Summary
The Tommy Lakes field is located in northeastern British Columbia, Canada, and is one of the largest Middle Triassic gas pools within the western Canada sedimentary basin (WCSB). The major gas-production formation (Halfway/Doig reservoirs) at the Tommy Lakes field corresponds to shoreface sands with permeabilities ranging between 0.1 and 3 md, and porosities of 3 to12%. For the purpose of production optimization and field development, a full-field reservoir model was developed with the integration of advanced reservoir characterization, hydraulic-fracture modelling, and history-matching techniques.
This study presents an integrated workflow for modelling the low-permeability Doig gas reservoir. A stochastic geostatistical reservoir model was developed on the basis of concepts emanating from an outcrop analogue analyzed with terrestrial light detection and ranging (LiDAR) technology and 60 wells that represent the fundamental rock characteristics, structure, facies? proportions, and petrophysical properties of the Doig anomalously thick sandstone bodies (ATSBs). Structural tops were interpreted from well logs and permeability/porosity relationships established from quantitative log analysis and core/log calibration. Facies were identified in cored intervals and were further grouped into four lithofacies. An artificial neural network (ANN) was used for training the logs of key wells [gamma ray (GR), neutron porosity (NPHI), and bulk density (RHOB)] and populating the facies distribution of uncored wells. Facies-based log-derived porosity, permeability, shale volume, and water saturation were assigned to gridblocks using sequential Gaussian simulation (SGS). Finally, the Monte Carlo simulation approach was used to rank the key variables affecting original gas in place (OGIP) in the uncertainty and optimization process.

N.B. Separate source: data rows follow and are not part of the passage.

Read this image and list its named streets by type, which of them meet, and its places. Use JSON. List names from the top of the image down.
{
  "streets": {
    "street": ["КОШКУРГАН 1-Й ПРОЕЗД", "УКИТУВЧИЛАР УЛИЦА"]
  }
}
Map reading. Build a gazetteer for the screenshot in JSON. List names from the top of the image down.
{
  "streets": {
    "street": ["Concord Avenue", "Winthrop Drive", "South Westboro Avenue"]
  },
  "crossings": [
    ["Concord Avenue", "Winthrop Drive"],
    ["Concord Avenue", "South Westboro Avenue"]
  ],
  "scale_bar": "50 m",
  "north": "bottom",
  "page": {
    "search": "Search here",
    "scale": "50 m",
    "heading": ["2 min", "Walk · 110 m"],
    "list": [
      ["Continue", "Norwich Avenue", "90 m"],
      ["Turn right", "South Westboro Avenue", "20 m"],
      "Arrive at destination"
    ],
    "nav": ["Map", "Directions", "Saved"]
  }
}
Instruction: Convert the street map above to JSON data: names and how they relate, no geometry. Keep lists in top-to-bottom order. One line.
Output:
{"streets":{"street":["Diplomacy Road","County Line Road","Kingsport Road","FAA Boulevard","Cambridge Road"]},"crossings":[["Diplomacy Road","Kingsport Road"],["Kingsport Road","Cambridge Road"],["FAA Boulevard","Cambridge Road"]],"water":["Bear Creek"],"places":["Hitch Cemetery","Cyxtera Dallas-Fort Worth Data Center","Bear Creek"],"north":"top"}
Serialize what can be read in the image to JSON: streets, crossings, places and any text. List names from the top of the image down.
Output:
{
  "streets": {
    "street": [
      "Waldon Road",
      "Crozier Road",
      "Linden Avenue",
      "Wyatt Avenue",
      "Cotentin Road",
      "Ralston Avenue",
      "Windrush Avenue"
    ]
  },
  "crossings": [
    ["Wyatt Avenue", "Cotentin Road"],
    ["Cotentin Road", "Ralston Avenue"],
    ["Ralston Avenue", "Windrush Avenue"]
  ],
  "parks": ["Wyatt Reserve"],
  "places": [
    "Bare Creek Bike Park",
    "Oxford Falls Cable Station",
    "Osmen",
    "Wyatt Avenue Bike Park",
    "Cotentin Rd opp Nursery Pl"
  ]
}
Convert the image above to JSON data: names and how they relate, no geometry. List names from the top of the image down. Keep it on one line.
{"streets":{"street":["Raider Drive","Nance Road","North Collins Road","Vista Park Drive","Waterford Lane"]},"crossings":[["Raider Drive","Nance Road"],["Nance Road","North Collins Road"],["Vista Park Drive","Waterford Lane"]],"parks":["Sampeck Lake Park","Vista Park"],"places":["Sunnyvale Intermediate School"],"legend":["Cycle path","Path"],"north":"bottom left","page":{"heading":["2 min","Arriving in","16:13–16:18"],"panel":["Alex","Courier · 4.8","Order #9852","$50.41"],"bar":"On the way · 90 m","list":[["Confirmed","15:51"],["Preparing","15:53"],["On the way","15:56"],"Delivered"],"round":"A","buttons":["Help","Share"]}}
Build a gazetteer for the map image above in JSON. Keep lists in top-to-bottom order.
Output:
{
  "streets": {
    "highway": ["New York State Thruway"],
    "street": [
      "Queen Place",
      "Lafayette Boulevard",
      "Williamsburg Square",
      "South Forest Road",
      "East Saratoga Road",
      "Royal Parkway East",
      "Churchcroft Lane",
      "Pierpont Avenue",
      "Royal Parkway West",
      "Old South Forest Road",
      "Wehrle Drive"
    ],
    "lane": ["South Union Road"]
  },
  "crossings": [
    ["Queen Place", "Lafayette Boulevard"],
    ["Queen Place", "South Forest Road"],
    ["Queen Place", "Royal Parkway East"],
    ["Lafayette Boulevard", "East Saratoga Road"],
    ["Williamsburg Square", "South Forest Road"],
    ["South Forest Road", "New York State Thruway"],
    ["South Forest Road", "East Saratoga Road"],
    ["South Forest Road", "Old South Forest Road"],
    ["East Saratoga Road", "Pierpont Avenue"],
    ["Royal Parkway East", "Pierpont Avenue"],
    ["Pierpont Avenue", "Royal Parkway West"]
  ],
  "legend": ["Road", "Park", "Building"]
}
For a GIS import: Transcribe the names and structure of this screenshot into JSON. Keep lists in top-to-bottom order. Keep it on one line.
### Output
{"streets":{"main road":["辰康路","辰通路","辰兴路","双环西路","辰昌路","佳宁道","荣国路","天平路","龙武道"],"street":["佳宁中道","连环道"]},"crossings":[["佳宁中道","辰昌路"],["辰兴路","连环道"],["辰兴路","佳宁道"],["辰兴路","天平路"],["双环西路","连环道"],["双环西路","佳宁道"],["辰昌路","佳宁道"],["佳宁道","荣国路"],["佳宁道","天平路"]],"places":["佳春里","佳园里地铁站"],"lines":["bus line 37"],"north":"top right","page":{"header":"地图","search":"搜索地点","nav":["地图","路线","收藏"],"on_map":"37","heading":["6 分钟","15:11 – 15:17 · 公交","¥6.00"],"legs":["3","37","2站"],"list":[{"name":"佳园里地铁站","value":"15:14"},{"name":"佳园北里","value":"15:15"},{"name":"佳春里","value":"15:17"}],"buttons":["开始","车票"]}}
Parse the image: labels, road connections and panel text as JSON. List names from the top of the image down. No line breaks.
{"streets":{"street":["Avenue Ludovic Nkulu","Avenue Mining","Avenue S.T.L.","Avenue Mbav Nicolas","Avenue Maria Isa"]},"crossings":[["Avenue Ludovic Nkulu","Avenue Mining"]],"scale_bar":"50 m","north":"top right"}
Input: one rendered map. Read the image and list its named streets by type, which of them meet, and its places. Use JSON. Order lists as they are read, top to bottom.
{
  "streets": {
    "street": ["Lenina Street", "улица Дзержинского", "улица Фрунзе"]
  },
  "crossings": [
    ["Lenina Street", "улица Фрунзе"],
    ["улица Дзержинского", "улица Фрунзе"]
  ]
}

Flow-based techniques were used for upscaling reservoir properties into the coarse simulation grid. The full-field simulation model was calibrated with buildup data and hydraulic-fracture modelling of single wells. Production of the Doig channel from commingled wells was allocated systematically in order to achieve a good match of the gas-production history and bottomhole pressures. Sensitivity analysis of fracture half-length and its impact on ultimate gas recovery was investigated. This concluded with an integrated development strategy.
It is concluded that integration of multiple domains leads to a valid full-field reservoir model, which is critical in developing an integrated strategy, predicting reservoir performance, and optimizing gas production.